INPUT RECORDS:
##########

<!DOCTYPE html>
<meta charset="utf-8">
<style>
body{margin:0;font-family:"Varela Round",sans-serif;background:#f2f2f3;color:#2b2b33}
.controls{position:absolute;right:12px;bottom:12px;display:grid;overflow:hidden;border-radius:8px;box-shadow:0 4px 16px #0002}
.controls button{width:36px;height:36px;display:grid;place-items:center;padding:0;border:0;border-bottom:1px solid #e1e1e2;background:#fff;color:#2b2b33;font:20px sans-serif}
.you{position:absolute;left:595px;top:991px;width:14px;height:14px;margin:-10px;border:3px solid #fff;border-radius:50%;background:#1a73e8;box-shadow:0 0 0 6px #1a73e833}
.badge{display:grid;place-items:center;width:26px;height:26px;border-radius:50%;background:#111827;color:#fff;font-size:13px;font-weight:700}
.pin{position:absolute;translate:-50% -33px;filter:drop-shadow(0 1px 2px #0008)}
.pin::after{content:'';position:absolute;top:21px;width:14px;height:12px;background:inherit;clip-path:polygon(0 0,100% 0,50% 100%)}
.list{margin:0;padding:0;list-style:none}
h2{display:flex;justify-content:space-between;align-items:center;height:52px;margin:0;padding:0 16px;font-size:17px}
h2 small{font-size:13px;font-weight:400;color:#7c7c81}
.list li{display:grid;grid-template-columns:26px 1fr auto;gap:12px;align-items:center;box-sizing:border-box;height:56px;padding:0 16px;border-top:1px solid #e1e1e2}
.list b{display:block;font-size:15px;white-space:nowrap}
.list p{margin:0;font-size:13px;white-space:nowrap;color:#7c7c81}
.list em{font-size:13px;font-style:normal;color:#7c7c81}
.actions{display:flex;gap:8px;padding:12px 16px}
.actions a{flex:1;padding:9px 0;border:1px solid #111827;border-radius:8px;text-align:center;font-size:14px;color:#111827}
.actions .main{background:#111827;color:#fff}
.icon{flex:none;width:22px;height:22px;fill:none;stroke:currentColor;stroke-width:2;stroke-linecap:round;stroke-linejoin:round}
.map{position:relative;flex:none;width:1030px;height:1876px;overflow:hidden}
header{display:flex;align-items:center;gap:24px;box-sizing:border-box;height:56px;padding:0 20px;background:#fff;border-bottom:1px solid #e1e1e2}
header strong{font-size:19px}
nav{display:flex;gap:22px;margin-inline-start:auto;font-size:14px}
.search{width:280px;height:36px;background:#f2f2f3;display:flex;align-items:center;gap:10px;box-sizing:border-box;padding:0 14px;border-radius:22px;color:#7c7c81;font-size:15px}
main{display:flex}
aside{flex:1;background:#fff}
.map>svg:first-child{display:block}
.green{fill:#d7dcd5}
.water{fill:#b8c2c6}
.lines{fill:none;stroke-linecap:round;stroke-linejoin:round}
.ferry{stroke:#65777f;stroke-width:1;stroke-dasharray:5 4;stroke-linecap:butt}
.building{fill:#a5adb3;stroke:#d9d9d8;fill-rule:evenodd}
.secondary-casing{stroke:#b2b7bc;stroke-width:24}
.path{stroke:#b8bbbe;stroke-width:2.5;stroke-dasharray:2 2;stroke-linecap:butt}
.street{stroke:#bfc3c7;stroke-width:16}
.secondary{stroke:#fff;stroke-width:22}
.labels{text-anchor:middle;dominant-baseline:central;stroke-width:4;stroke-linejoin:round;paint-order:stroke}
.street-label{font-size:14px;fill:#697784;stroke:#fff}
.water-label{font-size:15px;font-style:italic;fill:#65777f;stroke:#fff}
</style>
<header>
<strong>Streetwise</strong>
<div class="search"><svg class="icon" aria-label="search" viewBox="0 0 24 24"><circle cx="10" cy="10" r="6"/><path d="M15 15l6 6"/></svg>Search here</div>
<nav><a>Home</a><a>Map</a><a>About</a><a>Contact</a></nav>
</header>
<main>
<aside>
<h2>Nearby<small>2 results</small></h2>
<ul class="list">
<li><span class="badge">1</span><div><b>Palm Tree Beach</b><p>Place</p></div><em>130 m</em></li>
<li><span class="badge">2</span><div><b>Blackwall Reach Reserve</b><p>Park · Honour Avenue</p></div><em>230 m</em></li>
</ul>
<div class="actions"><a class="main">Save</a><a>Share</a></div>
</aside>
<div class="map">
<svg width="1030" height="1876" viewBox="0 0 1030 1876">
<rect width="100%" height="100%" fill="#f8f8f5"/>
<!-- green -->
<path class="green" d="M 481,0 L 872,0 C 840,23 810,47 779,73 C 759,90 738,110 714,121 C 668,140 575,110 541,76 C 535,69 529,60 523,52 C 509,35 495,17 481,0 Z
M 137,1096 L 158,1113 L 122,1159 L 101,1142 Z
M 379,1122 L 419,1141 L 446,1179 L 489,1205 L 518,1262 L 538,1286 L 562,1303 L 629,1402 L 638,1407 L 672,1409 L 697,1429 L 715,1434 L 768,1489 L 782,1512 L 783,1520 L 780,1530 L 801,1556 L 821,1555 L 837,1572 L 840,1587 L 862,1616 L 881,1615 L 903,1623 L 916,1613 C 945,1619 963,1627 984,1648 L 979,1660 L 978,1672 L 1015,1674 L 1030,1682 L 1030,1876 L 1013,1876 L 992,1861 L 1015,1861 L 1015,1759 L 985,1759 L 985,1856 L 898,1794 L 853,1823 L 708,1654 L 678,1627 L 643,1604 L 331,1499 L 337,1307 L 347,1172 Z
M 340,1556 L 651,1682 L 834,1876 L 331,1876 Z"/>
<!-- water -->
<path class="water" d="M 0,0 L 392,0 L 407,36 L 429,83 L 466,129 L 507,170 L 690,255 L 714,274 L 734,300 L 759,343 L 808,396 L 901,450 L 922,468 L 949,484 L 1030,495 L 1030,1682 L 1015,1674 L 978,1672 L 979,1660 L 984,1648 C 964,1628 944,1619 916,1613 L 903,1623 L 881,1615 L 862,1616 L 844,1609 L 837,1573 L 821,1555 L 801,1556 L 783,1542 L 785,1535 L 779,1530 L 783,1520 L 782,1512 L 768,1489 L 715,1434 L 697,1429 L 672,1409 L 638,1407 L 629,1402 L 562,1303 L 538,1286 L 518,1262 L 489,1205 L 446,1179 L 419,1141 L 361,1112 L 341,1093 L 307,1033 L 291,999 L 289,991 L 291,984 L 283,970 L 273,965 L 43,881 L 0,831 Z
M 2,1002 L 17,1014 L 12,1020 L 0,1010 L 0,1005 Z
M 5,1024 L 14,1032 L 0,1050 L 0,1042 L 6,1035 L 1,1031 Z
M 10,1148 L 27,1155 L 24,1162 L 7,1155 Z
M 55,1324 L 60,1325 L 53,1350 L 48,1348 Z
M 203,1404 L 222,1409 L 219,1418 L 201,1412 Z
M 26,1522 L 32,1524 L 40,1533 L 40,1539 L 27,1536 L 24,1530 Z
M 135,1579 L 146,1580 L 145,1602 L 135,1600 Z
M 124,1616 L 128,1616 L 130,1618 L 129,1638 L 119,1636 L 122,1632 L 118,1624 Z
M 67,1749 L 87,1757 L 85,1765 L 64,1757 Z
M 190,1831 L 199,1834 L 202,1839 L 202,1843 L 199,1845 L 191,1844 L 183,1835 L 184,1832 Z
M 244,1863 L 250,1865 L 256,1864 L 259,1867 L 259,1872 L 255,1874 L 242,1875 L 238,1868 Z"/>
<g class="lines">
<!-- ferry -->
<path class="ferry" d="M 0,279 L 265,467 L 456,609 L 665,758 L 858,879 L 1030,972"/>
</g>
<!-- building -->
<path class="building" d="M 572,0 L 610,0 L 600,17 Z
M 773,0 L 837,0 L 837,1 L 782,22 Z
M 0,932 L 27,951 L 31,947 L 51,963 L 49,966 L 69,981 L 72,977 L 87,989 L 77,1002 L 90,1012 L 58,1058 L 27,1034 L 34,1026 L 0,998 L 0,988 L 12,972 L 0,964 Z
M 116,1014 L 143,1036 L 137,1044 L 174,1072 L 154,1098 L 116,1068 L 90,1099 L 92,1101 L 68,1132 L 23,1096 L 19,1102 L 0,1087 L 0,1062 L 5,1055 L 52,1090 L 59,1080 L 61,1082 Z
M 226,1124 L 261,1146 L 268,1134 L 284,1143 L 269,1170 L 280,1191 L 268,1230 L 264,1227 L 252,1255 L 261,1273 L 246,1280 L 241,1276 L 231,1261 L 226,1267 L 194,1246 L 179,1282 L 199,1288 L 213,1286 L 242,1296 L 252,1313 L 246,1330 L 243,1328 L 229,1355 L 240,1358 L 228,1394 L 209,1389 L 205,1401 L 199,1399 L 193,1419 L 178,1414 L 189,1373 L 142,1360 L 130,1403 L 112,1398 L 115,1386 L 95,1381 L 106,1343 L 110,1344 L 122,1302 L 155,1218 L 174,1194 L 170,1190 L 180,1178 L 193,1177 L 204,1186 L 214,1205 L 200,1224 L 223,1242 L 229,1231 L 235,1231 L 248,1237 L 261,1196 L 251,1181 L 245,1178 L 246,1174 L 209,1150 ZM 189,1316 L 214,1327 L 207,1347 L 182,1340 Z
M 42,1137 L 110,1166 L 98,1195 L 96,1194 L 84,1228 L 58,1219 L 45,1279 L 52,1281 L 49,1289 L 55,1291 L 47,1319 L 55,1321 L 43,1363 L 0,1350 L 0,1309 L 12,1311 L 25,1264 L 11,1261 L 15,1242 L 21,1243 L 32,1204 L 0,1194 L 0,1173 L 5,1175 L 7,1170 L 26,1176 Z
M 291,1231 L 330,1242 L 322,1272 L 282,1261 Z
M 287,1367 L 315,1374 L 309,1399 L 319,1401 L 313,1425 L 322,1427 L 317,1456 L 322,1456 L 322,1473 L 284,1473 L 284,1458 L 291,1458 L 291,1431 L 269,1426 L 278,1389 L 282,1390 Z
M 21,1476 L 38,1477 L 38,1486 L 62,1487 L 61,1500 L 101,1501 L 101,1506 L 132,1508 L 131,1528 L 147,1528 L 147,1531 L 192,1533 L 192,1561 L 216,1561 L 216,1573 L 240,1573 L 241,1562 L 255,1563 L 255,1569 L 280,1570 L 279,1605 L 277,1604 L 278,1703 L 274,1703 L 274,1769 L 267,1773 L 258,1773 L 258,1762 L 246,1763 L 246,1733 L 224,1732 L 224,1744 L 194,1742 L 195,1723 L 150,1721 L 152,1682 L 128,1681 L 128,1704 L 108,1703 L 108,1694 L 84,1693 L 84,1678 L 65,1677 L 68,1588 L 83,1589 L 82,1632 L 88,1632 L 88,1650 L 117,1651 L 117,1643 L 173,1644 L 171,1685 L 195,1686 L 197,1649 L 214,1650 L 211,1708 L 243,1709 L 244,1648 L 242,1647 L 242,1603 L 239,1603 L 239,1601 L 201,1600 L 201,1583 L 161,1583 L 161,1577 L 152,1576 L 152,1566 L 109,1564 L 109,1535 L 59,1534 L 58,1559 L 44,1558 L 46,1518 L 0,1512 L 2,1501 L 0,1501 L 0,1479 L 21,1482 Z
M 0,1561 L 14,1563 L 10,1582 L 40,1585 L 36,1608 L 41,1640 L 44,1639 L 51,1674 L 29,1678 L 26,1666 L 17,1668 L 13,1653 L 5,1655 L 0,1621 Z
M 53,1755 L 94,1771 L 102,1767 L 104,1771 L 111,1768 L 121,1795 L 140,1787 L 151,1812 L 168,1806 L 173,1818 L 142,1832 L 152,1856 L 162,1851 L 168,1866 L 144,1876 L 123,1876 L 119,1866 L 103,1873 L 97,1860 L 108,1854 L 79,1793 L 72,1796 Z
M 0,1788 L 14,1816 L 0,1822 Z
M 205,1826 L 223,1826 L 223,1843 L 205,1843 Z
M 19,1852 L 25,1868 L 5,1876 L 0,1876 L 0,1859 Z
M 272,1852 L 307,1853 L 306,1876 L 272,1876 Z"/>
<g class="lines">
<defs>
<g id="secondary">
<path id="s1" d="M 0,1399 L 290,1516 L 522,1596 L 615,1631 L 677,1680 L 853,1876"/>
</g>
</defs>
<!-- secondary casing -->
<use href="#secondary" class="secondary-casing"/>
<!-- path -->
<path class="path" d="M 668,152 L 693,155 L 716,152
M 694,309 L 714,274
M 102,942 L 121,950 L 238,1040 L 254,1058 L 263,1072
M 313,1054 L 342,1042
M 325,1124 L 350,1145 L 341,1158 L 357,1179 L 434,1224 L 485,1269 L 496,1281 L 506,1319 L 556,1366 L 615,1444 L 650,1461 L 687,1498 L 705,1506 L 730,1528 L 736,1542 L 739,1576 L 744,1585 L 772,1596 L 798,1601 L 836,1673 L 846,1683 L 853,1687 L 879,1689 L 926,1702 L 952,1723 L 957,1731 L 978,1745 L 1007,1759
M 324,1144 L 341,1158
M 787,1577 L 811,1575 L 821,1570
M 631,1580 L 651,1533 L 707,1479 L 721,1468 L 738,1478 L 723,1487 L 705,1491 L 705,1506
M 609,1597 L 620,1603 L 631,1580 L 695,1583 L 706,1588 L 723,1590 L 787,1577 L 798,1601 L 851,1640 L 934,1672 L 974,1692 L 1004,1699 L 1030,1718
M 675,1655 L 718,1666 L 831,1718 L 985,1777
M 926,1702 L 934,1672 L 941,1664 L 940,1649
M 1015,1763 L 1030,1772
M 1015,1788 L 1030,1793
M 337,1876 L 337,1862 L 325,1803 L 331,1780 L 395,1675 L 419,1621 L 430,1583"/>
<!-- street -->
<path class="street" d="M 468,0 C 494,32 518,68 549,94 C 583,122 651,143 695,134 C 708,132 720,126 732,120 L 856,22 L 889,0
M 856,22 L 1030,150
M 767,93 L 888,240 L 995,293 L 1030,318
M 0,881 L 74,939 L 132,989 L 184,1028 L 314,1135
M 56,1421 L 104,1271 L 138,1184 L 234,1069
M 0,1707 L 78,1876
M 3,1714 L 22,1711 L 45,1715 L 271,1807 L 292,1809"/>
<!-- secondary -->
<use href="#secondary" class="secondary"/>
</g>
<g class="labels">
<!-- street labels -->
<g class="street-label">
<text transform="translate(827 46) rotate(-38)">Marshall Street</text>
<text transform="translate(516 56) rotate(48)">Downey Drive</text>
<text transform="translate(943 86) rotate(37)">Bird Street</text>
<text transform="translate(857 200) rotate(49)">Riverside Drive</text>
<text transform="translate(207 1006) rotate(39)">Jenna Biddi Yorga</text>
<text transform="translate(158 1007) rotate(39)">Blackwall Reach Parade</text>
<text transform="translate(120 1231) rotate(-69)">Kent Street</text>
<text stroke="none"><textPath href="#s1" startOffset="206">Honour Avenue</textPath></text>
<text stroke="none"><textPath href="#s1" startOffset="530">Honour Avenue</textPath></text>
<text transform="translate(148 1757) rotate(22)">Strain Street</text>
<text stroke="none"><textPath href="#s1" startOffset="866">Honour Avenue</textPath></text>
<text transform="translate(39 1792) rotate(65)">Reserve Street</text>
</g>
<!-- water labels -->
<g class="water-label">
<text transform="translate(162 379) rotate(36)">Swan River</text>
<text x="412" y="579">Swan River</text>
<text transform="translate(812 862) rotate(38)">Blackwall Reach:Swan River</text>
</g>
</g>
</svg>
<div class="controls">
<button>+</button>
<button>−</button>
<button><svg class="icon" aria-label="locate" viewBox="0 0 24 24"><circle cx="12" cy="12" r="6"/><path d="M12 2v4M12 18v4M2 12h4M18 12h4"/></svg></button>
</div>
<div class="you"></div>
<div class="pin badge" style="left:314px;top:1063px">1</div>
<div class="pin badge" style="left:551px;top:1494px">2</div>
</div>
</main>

##########

TASK STATEMENT:
Repeat only the lines starting at the one that contains "M 926,1702 L 934,1672 L 941,1664 L 940,1649" and ending at the last line above, exactly as written.

YOUR SOLUTION:
M 926,1702 L 934,1672 L 941,1664 L 940,1649
M 1015,1763 L 1030,1772
M 1015,1788 L 1030,1793
M 337,1876 L 337,1862 L 325,1803 L 331,1780 L 395,1675 L 419,1621 L 430,1583"/>
<!-- street -->
<path class="street" d="M 468,0 C 494,32 518,68 549,94 C 583,122 651,143 695,134 C 708,132 720,126 732,120 L 856,22 L 889,0
M 856,22 L 1030,150
M 767,93 L 888,240 L 995,293 L 1030,318
M 0,881 L 74,939 L 132,989 L 184,1028 L 314,1135
M 56,1421 L 104,1271 L 138,1184 L 234,1069
M 0,1707 L 78,1876
M 3,1714 L 22,1711 L 45,1715 L 271,1807 L 292,1809"/>
<!-- secondary -->
<use href="#secondary" class="secondary"/>
</g>
<g class="labels">
<!-- street labels -->
<g class="street-label">
<text transform="translate(827 46) rotate(-38)">Marshall Street</text>
<text transform="translate(516 56) rotate(48)">Downey Drive</text>
<text transform="translate(943 86) rotate(37)">Bird Street</text>
<text transform="translate(857 200) rotate(49)">Riverside Drive</text>
<text transform="translate(207 1006) rotate(39)">Jenna Biddi Yorga</text>
<text transform="translate(158 1007) rotate(39)">Blackwall Reach Parade</text>
<text transform="translate(120 1231) rotate(-69)">Kent Street</text>
<text stroke="none"><textPath href="#s1" startOffset="206">Honour Avenue</textPath></text>
<text stroke="none"><textPath href="#s1" startOffset="530">Honour Avenue</textPath></text>
<text transform="translate(148 1757) rotate(22)">Strain Street</text>
<text stroke="none"><textPath href="#s1" startOffset="866">Honour Avenue</textPath></text>
<text transform="translate(39 1792) rotate(65)">Reserve Street</text>
</g>
<!-- water labels -->
<g class="water-label">
<text transform="translate(162 379) rotate(36)">Swan River</text>
<text x="412" y="579">Swan River</text>
<text transform="translate(812 862) rotate(38)">Blackwall Reach:Swan River</text>
</g>
</g>
</svg>
<div class="controls">
<button>+</button>
<button>−</button>
<button><svg class="icon" aria-label="locate" viewBox="0 0 24 24"><circle cx="12" cy="12" r="6"/><path d="M12 2v4M12 18v4M2 12h4M18 12h4"/></svg></button>
</div>
<div class="you"></div>
<div class="pin badge" style="left:314px;top:1063px">1</div>
<div class="pin badge" style="left:551px;top:1494px">2</div>
</div>
</main>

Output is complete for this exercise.